### WORK REQUIRED
What follows is a set of entries; retype all of them exactly.
***** DATA FOR THE TASK *****
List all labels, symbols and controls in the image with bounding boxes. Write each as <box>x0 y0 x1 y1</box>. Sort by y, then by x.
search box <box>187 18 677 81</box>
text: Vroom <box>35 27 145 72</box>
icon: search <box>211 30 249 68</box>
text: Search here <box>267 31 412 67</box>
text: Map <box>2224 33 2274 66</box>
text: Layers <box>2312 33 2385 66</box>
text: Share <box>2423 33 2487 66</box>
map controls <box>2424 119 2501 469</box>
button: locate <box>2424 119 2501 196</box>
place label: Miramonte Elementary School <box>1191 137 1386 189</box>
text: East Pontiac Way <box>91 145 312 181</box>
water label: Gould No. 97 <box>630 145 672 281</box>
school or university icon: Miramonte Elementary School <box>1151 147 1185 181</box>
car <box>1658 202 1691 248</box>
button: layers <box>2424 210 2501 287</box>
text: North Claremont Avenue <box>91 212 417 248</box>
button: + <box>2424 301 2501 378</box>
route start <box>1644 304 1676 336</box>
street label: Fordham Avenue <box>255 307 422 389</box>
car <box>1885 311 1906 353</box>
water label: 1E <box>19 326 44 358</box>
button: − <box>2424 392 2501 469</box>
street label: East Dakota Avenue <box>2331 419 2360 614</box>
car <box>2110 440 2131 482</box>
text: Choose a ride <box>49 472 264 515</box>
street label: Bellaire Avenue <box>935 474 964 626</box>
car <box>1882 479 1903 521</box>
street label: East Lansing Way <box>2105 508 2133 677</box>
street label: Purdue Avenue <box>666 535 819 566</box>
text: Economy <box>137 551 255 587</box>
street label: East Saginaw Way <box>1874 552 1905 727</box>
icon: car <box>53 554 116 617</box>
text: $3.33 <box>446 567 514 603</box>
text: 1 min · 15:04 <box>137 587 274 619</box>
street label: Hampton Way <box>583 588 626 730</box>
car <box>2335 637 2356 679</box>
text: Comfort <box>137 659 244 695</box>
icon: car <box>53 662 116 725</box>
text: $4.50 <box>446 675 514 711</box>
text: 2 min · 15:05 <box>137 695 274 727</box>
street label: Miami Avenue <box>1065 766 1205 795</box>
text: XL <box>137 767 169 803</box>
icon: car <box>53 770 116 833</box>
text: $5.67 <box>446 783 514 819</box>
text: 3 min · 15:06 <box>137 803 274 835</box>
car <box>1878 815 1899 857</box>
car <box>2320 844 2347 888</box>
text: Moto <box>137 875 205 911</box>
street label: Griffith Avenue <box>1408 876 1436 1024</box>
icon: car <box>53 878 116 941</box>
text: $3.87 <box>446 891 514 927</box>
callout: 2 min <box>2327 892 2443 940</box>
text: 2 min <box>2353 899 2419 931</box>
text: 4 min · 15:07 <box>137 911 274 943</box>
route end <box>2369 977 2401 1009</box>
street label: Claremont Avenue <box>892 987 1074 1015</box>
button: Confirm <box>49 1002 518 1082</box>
*****
### EXPECTED ANSWER
List all labels, symbols and controls in the image with bounding boxes. Write each as <box>x0 y0 x1 y1</box>. Sort by y, then by x.
search box <box>187 18 677 81</box>
text: Vroom <box>35 27 145 72</box>
icon: search <box>211 30 249 68</box>
text: Search here <box>267 31 412 67</box>
text: Map <box>2224 33 2274 66</box>
text: Layers <box>2312 33 2385 66</box>
text: Share <box>2423 33 2487 66</box>
map controls <box>2424 119 2501 469</box>
button: locate <box>2424 119 2501 196</box>
place label: Miramonte Elementary School <box>1191 137 1386 189</box>
text: East Pontiac Way <box>91 145 312 181</box>
water label: Gould No. 97 <box>630 145 672 281</box>
school or university icon: Miramonte Elementary School <box>1151 147 1185 181</box>
car <box>1658 202 1691 248</box>
button: layers <box>2424 210 2501 287</box>
text: North Claremont Avenue <box>91 212 417 248</box>
button: + <box>2424 301 2501 378</box>
route start <box>1644 304 1676 336</box>
street label: Fordham Avenue <box>255 307 422 389</box>
car <box>1885 311 1906 353</box>
water label: 1E <box>19 326 44 358</box>
button: − <box>2424 392 2501 469</box>
street label: East Dakota Avenue <box>2331 419 2360 614</box>
car <box>2110 440 2131 482</box>
text: Choose a ride <box>49 472 264 515</box>
street label: Bellaire Avenue <box>935 474 964 626</box>
car <box>1882 479 1903 521</box>
street label: East Lansing Way <box>2105 508 2133 677</box>
street label: Purdue Avenue <box>666 535 819 566</box>
text: Economy <box>137 551 255 587</box>
street label: East Saginaw Way <box>1874 552 1905 727</box>
icon: car <box>53 554 116 617</box>
text: $3.33 <box>446 567 514 603</box>
text: 1 min · 15:04 <box>137 587 274 619</box>
street label: Hampton Way <box>583 588 626 730</box>
car <box>2335 637 2356 679</box>
text: Comfort <box>137 659 244 695</box>
icon: car <box>53 662 116 725</box>
text: $4.50 <box>446 675 514 711</box>
text: 2 min · 15:05 <box>137 695 274 727</box>
street label: Miami Avenue <box>1065 766 1205 795</box>
text: XL <box>137 767 169 803</box>
icon: car <box>53 770 116 833</box>
text: $5.67 <box>446 783 514 819</box>
text: 3 min · 15:06 <box>137 803 274 835</box>
car <box>1878 815 1899 857</box>
car <box>2320 844 2347 888</box>
text: Moto <box>137 875 205 911</box>
street label: Griffith Avenue <box>1408 876 1436 1024</box>
icon: car <box>53 878 116 941</box>
text: $3.87 <box>446 891 514 927</box>
callout: 2 min <box>2327 892 2443 940</box>
text: 2 min <box>2353 899 2419 931</box>
text: 4 min · 15:07 <box>137 911 274 943</box>
route end <box>2369 977 2401 1009</box>
street label: Claremont Avenue <box>892 987 1074 1015</box>
button: Confirm <box>49 1002 518 1082</box>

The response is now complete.